Statistics –the science of collecting, analyzing, presenting, and interpreting data- has a lot of cumbersome mathematical underpinnings that inform its use in analytical processes. However, its application is supposed to communicate a story about some particular dataset in terms of the defined measures. In this brief discussion, we look at some of the simplest analytical measures that are used in data analysis.
One of the most intriguing things about the data collected from real-world events is its unevenness. For example, take data collected on students, it’s almost impossible to find identical students on all the data points that you collect. However, if you were to observe the data collected, for instance, narrow it down to one of the data points say age, you find a lot of similarities. Assuming that the chosen sample is a university class, it is possible to find that the majority of students fall between 18 and 24 years of age. Additionally, most students’ age will likely lie towards the middle of this range, say 21. This number (21) is referred to as the mean/average age or a central point in the data and forms one of the most important measures that most analysts use. Interestingly, in different societal spheres like the media, political scene, and academia, the mean or average measure of a particular data is commonly used to paint an image of how such data looks.
Another important measure is how the data varies from the mean.

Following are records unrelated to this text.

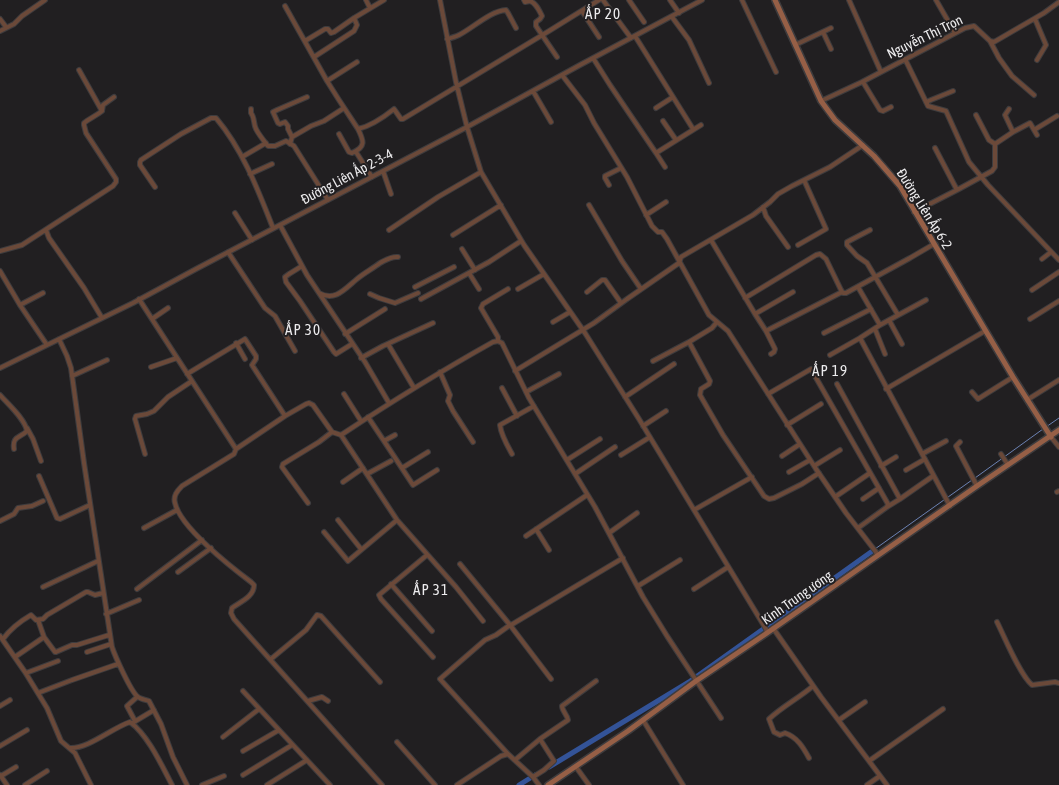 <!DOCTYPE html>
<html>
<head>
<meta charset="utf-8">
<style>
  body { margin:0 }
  canvas { display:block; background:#211f21 }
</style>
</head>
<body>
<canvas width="1059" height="785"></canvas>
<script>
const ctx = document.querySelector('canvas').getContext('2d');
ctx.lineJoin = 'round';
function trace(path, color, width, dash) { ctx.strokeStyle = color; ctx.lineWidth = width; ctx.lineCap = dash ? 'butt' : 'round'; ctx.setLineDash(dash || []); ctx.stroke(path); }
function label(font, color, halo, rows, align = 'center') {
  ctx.font = font + ' "Asap Condensed",sans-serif'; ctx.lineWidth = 4; ctx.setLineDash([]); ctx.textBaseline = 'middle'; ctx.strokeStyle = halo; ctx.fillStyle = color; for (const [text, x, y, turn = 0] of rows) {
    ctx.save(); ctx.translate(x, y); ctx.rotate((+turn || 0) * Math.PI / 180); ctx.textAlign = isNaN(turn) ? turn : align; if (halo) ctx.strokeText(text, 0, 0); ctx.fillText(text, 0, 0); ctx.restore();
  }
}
trace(new Path2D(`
  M 1046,427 L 1059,418
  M 975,478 L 1043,429
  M 875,549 L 972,480`), '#6b81b2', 1);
trace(new Path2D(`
  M 549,767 L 689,682 L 871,552
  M 519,785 L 535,775`), '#335398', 5);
const street = new Path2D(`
  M 366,0 L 370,8
  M 440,0 L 456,82 L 467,127 L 481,172 L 524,245 L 585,333 L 639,419 L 766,629 L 767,633
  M 524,0 L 525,2 L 530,1 C 536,3 539,10 542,16 L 540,19 L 536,22 L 536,26 L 557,57
  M 603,0 L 631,38
  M 629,0 L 644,22
  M 670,0 L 679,13
  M 742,0 L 776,72
  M 849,0 L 881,72
  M 936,0 L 955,33
  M 285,6 L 327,81
  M 582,11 L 599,37
  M 672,17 L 689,40 L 709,83
  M 0,19 L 6,27
  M 1035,19 L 1046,45 L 1037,60
  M 0,31 L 14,24 L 22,16 L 45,0
  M 823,32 L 831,49
  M 635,36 L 693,129
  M 447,39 C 451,38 455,37 459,35 C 473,28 490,11 506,10 L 508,13 L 516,28
  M 305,41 L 325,29 L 328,29 L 331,33 L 334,32 L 354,18
  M 990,41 L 999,58 L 1012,76 L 1034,95
  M 795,45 L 831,28
  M 314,57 L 354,31 L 357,25 L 354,18 L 384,0
  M 593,58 L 610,85 L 656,153 L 701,125
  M 905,59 L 928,106 L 946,111 L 969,162 L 988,185 L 1059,260
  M 357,62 L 327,81 L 339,100 L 358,129 C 371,126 384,117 394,109 L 401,119 L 403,119 L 549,31 L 599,0
  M 79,70 L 102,111
  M 562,75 L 585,105 L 594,123 L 627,177 L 652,226 L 658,232 L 662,232 L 667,239 L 709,315 L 728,331 L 816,469 L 846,513 L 876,552 L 877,555
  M 863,82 L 880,110 L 883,111 L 891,107
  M 533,91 L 551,122
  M 821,101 L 862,82 L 965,28 L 974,26 L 990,41 L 994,42 L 1044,13 L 1059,2
  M 926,102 L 953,91
  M 656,108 L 673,97
  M 251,109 L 251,113 C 255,118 253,123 256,129 C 259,135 264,141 268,146 L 275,146 L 286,141 L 294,146 L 328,200
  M 976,115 L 989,140 L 995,144
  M 663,121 L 676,140
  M 1034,130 L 1057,116
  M 1013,132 L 1030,123 L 1037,135
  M 339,134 L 349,152 L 352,153 C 366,147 364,141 358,129
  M 292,137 L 311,126 L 324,121 L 344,108
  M 290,144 L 292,137 L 288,129 L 288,126 L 285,122 L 280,124 L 278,123 L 273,112 L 277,110 L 307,97
  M 935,148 L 957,190
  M 356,152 L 372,177
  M 656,153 L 665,167
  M 242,157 L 266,143
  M 383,171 L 391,194
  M 250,174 L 272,164
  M 609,185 L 605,178 L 605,176 L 621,168
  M 155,187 L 140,165 L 140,162 L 141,160 L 181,134 L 211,118 L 216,118 C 243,150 258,190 273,228
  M 589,205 L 622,261 L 641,289
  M 763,207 L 766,216 L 788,247
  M 914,212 L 957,190 L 992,171 L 995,167 L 995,144 L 1013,132 L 1005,115 L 1009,109
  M 235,213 L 252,240
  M 646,215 L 666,202
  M 280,225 L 307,275 L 365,362 L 389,403
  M 46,230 L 49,238 L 84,288 L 102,318
  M 389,230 L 438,197 L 481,172
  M 870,230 L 847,242 L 847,245 L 857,256 L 867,263 L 898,315
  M 453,235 L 501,205
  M 711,240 L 755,314 L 766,331 L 842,292
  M 798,245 L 826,229 L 804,180
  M 462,249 L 475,270
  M 0,251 L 22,245 L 113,186 L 116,182 L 116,179 L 86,133 L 84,125 L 84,123 C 90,118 96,116 102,111 L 103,105 L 114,97
  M 228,252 L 261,302 L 265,308 L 275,316 L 295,351
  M 1042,259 L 1051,252
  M 302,266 L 289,274 L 285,277 L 286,282 L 300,301 L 334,352 L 336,354 L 352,344
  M 0,271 L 20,305 L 47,345
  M 469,273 L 479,289
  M 415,287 L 454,267
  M 858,287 L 880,325
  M 518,289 L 544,274
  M 1032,290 L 1059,272
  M 587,292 L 602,280 L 605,280 L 621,303
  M 319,293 C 335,302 345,289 357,279 C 364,273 372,269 380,263 C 386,260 391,256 398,257
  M 370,294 L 379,298 L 395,303 L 418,293
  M 745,298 L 816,255 L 820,254 L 826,259 L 841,290 L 843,293 L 846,293 L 910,258 L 934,244
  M 139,299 L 236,449
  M 421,299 L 489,262 L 521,241
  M 20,305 L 43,293
  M 755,314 L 793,292
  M 152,319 L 168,308
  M 1030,319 L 1059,301
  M 889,320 L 902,344
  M 553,322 L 570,312
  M 717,322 L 712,328 L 689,342 L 710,381 L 709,384 L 701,389 L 700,395 L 723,435 L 764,496 L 769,499 L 774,498 L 802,484 L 819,473
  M 875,329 L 885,354
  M 766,331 L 775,349 L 774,352 L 771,354
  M 824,333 L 871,309
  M 345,334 L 385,309
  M 860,338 L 880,325 L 926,300
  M 59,339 L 67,356 L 71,368 L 84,463 L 112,647 C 115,656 131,692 138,697 C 141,699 146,700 149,701 L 161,724 L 173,757 L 187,785
  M 498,341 L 498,337 L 481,308 L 483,304 L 508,289
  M 236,343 L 245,359
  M 388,344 L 414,388
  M 830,355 L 860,338 L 950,506
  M 361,358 L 383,346 L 433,323
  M 653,361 L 689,342
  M 151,367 L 177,358
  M 0,368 L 133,303 L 196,269 L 467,127 L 580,65 L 702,0
  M 515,371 L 594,323 L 627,299 L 679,263 L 681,257 L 753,215 L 770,202 L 778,194 L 792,186 L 830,167 L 863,145
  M 440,372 L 450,395 L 448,401 L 453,411 L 473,442
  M 187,374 L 245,339 L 256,356 L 256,359 L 252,365 L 285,416 L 236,449 L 234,454 L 182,486 C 177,491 173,496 175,503 C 180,527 231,567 251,582 L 254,585 C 254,597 240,602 232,608 L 231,613 L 234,619 L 382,785
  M 72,376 L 107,360
  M 837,384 L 900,499 L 887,507
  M 502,388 L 517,416
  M 886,389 L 985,331
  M 526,392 L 559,374
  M 972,392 L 978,399 L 1013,377
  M 344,394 L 361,421
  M 768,394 L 811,369 L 888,504 L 887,507 L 858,528
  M 0,395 C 8,404 25,419 27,431 C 20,438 12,436 14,449
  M 625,397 L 674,364
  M 1027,400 L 1059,380
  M 285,416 L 306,404 L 309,403 L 313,405 L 332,432 L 341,435
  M 368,417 L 384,441 L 395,435
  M 787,425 L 821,404
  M 643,426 L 666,411
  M 27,428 L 33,439 L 41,461
  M 1051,437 L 1059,447
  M 384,441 L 413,485 L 437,470
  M 960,442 L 956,446 L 977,486
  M 145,454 L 135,419 L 136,416 L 147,414 L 154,411 L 168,397 L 192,381
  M 512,454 C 507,445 501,435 500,425 L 534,406
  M 922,454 L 946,441
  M 1001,454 L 1008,465
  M 621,455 L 650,437
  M 782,456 L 800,444
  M 567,460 L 600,439
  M 814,466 L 840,450
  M 881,466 L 896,457
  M 402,468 L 428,452
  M 906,470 L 925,459
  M 789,472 L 810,460
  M 367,474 L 391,461
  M 575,474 L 615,447
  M 39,476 L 57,518 L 60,519 L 90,505
  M 343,482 L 363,468
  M 1057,492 L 1059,491
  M 835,497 L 870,473
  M 863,499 L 879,488
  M 900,499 L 933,476
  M 308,503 L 282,467 L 283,464 L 319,442 L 332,432
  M 694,510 L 752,477
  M 338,520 L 361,549
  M 0,521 L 14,514 L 18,508 L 32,506 L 43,501
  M 144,528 L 177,510
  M 536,529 L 549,550
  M 324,532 L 348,561 L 397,520
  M 609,533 L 637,513
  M 526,536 L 587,495
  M 427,555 L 379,595 L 381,599 L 433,657
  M 460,564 L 510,625 L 551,679
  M 178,572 L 211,548
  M 391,584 L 432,631
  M 638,586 L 680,560
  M 43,587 L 98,561
  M 137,589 L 202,540
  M 694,589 L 728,567
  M 106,614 L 139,600
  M 38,620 L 44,637
  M 483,621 L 456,587 L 397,520 L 341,435 C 391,402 441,371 493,342 L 498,341 L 502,343 L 529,398 L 595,507 L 643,597 L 667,636 L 721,718
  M 997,622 C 1005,638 1020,675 1032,685 L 1055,682 L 1059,683
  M 511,625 L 623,558
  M 773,628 L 821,697 L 887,785
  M 0,636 L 25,672 L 47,708 L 61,741 L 75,753 L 91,785
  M 3,639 C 11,628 19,622 31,615 L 36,620 L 43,619 L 47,615 L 86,592 L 88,592 L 95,595 L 103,593
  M 87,652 L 111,644
  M 15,657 L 44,637 L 55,652 L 56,652 L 72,645 L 77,645 L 109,635
  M 271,659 L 306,630 L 317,615 L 321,616 L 380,682
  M 26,673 L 58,661
  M 243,691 L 330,785
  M 38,693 L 72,680 L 118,664
  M 308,701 L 322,697 L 328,701
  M 0,706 L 10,700
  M 643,720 L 683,785
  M 839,720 L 865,702
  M 135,721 L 127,706 L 137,697
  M 134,722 L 154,710
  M 223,737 L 259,709
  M 397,742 L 435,785
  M 0,746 L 27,730
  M 70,748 C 88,749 112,728 130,722 C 148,735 162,766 172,785
  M 243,751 L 279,730
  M 508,754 L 440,679 L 485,640 L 496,635 L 510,625
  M 809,758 C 803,747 797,737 785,733 L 780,735 L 774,732 L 769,719 C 783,706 799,698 813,686
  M 515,760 L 540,739
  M 869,761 L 943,709
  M 576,767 L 589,785
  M 0,775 L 7,785
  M 243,775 L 292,745
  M 1,776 L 16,767
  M 533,777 L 544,770 L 554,761 L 540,739 L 568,720 C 567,714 562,711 562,706 L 596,681
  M 25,785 L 47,771
  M 202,785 L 224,776
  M 267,785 L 307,760
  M 457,785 L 501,756 L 508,754 L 533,777 L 539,785
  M 867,785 L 880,776`);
const secondary = new Path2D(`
  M 775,0 L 821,101 L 835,120 L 874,156 L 900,186 L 1013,377 L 1051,437
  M 548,785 L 628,731 L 696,681 L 767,633 L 977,486 L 1059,430`);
trace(street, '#3e3c3e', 6);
trace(secondary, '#3e3c3e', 8);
trace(street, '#6b4939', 4);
trace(secondary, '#965f46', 5);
label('14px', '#edecee', '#211f21', [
  ["Nguyễn Thị Trọn",925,37,-26],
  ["Đường Liên Ấp 2-3-4",347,177,-28],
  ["Đường Liên Ấp 6-2",924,209,58],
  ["Kinh Trung ương",797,598,-35]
]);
ctx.letterSpacing = '1px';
label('15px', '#edecee', '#211f21', [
  ["ẤP 20",603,14],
  ["ẤP 30",303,330],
  ["ẤP 19",830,371],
  ["ẤP 31",431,590]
]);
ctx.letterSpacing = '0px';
</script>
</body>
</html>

Suppose one is interested in determining the manner in which specific data points vary/deviate from the determined average, we calculate the standard deviation. These two metrics simply show how dispersed the data is in relation to the mean. In fact, statisticians say that you only need these two measures (mean and standard deviation) to describe any data that is regular or is in a standard format. For instance, it is possible to deduce that 67% of the data lie one unit away from the mean. For instance, suppose we pick a random sample of college students whose average age is 21 years, we can rightly infer that about 67% of them are between 20 and 22 years old if we know the standard deviation is 1.
Normality in data
It is also possible to conclude that 95% of the students have ages between two standard deviations from the mean which is between 19 years and 22 years. This relationship is represented by what we call a normal distribution curve or the bell curve.
One of the problems with this analysis is that the data has to be very regular. That means that there should not be outliers in the data; for instance, having way older students (above 35 years) within the pool of students whose mean age is 21 years. One of the most adverse implications of outliers is the distortion of the mean which can be misleading in a report. For data with outliers, the best measure to use is the median. A good example is a company with 4 employees, three earn $100 each month and the fourth is the CEO who earns $10,000 each month. The median salary is $100 but the mean salary is $2,575. The company can report that the mean salary is $2,575, which is misleading to a person who wants to apply there for a role, but the median salary of $100 would be more representative and near what a new employee may expect to earn.
How do we detect the outliers then? Remember the bell curve above: anything that’s two standard deviations away from the mean is an outlier. In our age example, anyone who is 24 years and above or 18 years and below would be an outlier and these are normally removed when reporting or they are reported separately as interesting cases. The mechanics of detecting and removing these outliers are quite involved and depend on the data and the tools in use. However, the best way to encapsulate a data story is by using the common measures which include mean, median, and standard deviation.
To summarize, the mean, median, and standard deviation are pivotal in understanding data. These measures are normally called the measures of central tendency and dispersion and are at the heart of any statistical understanding or analysis.